Member of the Nova Scotia House of Assembly for Hammonds Plains-Upper Sackville Sackville-Beaver Bank (1999-2003)
- In office July 27, 1999 – June 9, 2009
- Preceded by: Rosemary Godin
- Succeeded by: Mat Whynott

Personal details
- Born: June 13, 1961 (age 64) Halifax, Nova Scotia
- Party: Progressive Conservative
- Occupation: real estate agent

= Barry Barnet =

Canadian politician

Barry Barnet (born June 13, 1961) is a Canadian politician. He represented the electoral districts of Sackville-Beaver Bank and Hammonds Plains-Upper Sackville in the Nova Scotia House of Assembly from 1999 to 2009. He was a member of the Progressive Conservative Party of Nova Scotia.

Barnet was elected a municipal councillor for Halifax County, Nova Scotia in 1993, and served on Halifax Regional Council following the formation of the Halifax Regional Municipality in 1996. He entered provincial politics in the 1999 election, defeating New Democrat incumbent Rosemary Godin in the Sackville-Beaver Bank riding. He was re-elected in the 2003 election. In August 2003, Barnet was appointed to the Executive Council of Nova Scotia as Minister of African Nova Scotian Affairs, and Minister of Service Nova Scotia and Municipal Relations.

When Rodney MacDonald took over as premier in February 2006, Barnet remained Minister of African Nova Scotian Affairs, but was moved to Minister of Health Promotion and Protection, and Minister of Communications Nova Scotia. Barnet was re-elected in the 2006 election, and was given a new role in cabinet as Minister of Volunteerism, while retaining the positions he held prior to the election. In January 2009, Barnet was named Minister of Energy and Minister responsible for Conserve Nova Scotia, while continuing to serve as Minister of African Nova Scotian Affairs. Barnet was defeated by New Democrat Mat Whynott when he ran for re-election in 2009.

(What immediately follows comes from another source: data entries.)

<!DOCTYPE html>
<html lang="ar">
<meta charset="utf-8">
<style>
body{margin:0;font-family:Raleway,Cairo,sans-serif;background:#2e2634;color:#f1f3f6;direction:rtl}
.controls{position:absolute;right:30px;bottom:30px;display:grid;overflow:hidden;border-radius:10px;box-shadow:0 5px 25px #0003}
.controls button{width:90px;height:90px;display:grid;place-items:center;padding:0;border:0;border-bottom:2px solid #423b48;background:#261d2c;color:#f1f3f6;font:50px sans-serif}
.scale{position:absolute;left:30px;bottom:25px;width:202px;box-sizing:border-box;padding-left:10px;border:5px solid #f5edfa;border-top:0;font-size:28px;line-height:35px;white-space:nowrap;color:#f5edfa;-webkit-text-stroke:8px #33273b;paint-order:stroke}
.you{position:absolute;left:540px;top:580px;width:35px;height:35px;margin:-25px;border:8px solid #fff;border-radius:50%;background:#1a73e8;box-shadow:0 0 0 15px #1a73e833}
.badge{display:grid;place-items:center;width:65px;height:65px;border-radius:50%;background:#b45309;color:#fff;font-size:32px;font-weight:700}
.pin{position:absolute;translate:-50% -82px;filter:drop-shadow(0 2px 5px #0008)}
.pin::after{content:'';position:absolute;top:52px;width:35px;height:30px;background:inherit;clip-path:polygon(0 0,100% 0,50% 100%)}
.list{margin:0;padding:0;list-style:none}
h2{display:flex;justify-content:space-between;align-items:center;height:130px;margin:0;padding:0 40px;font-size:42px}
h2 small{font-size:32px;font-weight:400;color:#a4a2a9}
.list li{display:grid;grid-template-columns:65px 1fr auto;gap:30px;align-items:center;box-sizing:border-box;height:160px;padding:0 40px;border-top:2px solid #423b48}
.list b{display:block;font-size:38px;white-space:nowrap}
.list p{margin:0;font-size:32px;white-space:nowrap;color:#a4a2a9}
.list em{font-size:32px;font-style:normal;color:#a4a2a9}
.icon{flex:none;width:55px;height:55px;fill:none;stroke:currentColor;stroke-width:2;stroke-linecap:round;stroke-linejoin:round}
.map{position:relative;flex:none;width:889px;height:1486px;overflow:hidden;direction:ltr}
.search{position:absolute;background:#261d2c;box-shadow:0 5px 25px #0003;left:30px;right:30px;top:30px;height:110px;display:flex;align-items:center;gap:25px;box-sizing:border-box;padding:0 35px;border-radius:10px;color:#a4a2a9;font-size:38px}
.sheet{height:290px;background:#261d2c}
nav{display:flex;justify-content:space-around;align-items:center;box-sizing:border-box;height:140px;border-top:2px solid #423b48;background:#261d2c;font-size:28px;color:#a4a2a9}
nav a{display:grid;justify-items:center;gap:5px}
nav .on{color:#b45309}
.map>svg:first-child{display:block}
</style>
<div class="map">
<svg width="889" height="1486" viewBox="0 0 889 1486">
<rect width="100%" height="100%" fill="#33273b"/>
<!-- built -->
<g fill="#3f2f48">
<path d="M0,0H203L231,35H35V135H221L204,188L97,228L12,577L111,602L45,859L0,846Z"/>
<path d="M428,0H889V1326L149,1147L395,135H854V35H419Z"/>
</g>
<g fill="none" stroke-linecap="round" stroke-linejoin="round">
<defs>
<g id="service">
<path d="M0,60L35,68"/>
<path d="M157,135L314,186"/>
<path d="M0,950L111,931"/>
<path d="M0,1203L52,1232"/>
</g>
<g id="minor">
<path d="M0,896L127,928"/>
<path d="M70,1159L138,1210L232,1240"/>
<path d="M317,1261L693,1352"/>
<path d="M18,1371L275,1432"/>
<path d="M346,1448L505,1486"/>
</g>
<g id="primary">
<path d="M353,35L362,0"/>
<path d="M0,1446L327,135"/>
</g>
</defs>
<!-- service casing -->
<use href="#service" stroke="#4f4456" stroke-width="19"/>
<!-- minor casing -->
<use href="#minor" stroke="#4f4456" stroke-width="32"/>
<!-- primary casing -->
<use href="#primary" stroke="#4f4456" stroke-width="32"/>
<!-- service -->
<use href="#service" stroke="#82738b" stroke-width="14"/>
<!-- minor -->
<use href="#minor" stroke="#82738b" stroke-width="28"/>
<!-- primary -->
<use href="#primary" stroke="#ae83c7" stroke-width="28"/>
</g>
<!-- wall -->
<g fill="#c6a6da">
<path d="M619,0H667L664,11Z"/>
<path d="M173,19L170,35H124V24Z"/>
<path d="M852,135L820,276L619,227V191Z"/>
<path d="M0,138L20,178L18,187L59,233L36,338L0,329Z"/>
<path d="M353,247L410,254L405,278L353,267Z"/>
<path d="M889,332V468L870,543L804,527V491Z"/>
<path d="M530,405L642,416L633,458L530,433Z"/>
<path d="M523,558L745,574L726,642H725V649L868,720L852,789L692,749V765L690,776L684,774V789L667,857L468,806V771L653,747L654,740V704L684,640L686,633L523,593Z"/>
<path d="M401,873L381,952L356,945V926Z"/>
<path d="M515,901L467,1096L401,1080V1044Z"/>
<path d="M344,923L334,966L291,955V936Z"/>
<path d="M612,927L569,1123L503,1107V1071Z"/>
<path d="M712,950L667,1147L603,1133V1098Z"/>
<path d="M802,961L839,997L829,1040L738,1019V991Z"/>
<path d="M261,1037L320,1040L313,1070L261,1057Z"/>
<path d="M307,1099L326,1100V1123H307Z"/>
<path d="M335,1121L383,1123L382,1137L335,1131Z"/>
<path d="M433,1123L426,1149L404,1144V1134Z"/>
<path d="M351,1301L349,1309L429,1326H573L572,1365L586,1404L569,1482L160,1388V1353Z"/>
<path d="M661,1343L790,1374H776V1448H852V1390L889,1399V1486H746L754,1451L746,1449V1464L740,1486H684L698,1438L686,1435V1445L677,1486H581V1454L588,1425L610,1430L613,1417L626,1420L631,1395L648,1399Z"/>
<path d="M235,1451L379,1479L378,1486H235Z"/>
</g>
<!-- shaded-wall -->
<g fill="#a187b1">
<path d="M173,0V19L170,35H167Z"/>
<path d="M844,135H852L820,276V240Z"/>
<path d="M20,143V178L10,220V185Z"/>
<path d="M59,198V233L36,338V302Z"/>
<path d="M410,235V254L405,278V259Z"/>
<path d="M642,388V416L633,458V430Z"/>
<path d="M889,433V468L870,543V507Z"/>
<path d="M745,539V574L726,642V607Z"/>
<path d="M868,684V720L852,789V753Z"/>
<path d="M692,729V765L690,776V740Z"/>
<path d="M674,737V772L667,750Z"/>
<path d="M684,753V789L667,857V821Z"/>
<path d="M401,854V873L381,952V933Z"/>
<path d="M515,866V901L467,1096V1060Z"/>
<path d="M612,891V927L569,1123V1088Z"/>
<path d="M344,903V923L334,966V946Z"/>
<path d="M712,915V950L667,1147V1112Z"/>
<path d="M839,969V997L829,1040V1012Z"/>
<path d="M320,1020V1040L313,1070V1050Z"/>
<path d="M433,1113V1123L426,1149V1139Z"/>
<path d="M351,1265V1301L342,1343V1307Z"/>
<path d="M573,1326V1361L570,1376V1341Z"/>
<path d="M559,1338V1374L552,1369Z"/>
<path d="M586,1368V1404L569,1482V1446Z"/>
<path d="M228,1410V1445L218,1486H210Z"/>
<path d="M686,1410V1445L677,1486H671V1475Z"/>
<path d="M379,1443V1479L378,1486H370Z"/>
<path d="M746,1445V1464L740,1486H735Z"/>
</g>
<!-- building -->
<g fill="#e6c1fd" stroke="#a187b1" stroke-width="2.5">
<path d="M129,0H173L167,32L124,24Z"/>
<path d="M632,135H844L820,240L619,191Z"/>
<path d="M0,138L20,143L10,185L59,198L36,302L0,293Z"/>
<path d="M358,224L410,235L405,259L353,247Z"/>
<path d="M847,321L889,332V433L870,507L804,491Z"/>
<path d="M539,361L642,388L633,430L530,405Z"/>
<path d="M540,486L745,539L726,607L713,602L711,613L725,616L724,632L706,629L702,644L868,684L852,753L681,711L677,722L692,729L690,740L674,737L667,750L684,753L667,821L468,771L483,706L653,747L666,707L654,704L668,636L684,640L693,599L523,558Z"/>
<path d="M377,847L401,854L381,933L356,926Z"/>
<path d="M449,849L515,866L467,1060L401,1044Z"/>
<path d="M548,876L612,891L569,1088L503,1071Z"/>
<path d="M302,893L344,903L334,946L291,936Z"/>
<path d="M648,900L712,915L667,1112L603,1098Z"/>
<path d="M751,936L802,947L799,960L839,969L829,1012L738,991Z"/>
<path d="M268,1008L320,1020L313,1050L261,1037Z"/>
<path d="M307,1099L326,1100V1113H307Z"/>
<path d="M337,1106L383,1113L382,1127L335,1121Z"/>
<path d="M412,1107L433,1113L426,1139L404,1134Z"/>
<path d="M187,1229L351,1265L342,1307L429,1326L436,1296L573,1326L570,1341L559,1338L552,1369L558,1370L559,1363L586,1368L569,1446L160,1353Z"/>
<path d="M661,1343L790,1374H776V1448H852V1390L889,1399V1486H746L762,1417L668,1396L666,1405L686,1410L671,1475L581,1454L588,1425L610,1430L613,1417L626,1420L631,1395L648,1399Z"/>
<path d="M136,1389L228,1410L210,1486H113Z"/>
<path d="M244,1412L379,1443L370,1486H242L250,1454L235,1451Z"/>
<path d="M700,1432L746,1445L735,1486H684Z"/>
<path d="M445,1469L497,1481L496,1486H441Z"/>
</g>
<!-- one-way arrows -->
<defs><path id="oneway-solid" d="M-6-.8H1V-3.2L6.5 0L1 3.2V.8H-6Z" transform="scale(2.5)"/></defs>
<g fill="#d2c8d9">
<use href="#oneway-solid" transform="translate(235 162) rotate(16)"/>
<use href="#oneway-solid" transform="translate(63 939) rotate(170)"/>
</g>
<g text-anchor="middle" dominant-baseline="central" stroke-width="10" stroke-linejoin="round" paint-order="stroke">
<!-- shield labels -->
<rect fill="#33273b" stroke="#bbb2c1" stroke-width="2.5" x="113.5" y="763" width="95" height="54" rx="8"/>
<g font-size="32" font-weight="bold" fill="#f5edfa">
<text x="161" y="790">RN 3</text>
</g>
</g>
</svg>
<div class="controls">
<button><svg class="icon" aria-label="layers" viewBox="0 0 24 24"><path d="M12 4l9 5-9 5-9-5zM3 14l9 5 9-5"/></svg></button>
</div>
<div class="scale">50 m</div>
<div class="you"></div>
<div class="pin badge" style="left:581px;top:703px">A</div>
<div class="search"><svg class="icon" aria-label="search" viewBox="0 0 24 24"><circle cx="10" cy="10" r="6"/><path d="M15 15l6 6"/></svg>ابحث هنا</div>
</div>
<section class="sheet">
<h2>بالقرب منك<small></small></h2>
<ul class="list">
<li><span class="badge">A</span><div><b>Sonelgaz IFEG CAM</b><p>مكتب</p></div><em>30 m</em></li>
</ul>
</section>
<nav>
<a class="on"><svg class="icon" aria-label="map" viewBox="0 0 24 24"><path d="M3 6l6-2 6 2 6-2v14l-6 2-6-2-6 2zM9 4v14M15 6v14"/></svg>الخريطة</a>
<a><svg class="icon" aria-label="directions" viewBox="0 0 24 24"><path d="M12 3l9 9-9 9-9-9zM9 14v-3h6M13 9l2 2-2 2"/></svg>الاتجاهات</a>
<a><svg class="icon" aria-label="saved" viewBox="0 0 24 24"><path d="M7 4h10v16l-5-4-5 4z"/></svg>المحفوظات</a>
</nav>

In January 2010, Barnet became the Executive Director of the All Terrain Vehicle Association of Nova Scotia.

==Electoral record==
=== 2009 general election ===

2009 Nova Scotia general election: Hammonds Plains-Upper Sackville
| Party | Candidate | Votes | % | ±% |
|  | New Democratic | Mat Whynott | 4,815 | 50.03% | 13.98% |
|  | Liberal | Patrick Doyle | 2,381 | 24.74% | 4.71% |
|  | Progressive Conservative | Barry Barnet | 2,218 | 23.05% | -18.97% |
|  | Green | Shawn Redmond | 210 | 2.18% | 0.29% |
| Total |  |  | 9,624 | – |
Source(s) Source: Nova Scotia Legislature (2021). "Electoral History for Hammonds Plains-Upper Sackville" (PDF). nslegislature.ca.

=== 2006 general election ===

2006 Nova Scotia general election: Hammonds Plains-Upper Sackville
| Party | Candidate | Votes | % | ±% |
|  | Progressive Conservative | Barry Barnet | 3,704 | 42.02% | 0.88% |
|  | New Democratic | Mat Whynott | 3,178 | 36.05% | 8.45% |
|  | Liberal | Pam Streeter | 1,766 | 20.03% | -9.92% |
|  | Green | Scott Cleghorn | 167 | 1.89% | – |
| Total |  |  | 8,815 | – |
Source(s) Source: Nova Scotia Legislature (2021). "Electoral History for Hammonds Plains-Upper Sackville" (PDF). nslegislature.ca.

=== 2003 general election ===

2003 Nova Scotia general election: Hammonds Plains-Upper Sackville
| Party | Candidate | Votes | % | ±% |
|  | Progressive Conservative | Barry Barnet | 3,322 | 41.14% | – |
|  | Liberal | Pam Streeter | 2,419 | 29.96% | – |
|  | New Democratic | Brenda Haley | 2,229 | 27.60% | – |
|  | Marijuana | Melanie Patriquen | 105 | 1.30% | – |
| Total |  |  | 8,075 | – |
Source(s) Source: Nova Scotia Legislature (2021). "Electoral History for Hammonds Plains-Upper Sackville" (PDF). nslegislature.ca.

=== 1999 general election ===

1999 Nova Scotia general election: Sackville-Beaver Bank
Party: Candidate; Votes; %; ±%
Progressive Conservative; Barry Barnet; 3,573; 40.60%; 14.26%
New Democratic; Rosemary Godin; 2,951; 33.53%; -6.97%
Liberal; Bill MacDonald; 2,276; 25.86%; -7.29%
Total: 8,800; –
Source(s) Source: Nova Scotia Legislature (2021). "Electoral History for Sackville-Beaver Bank" (PDF). nslegislature.ca.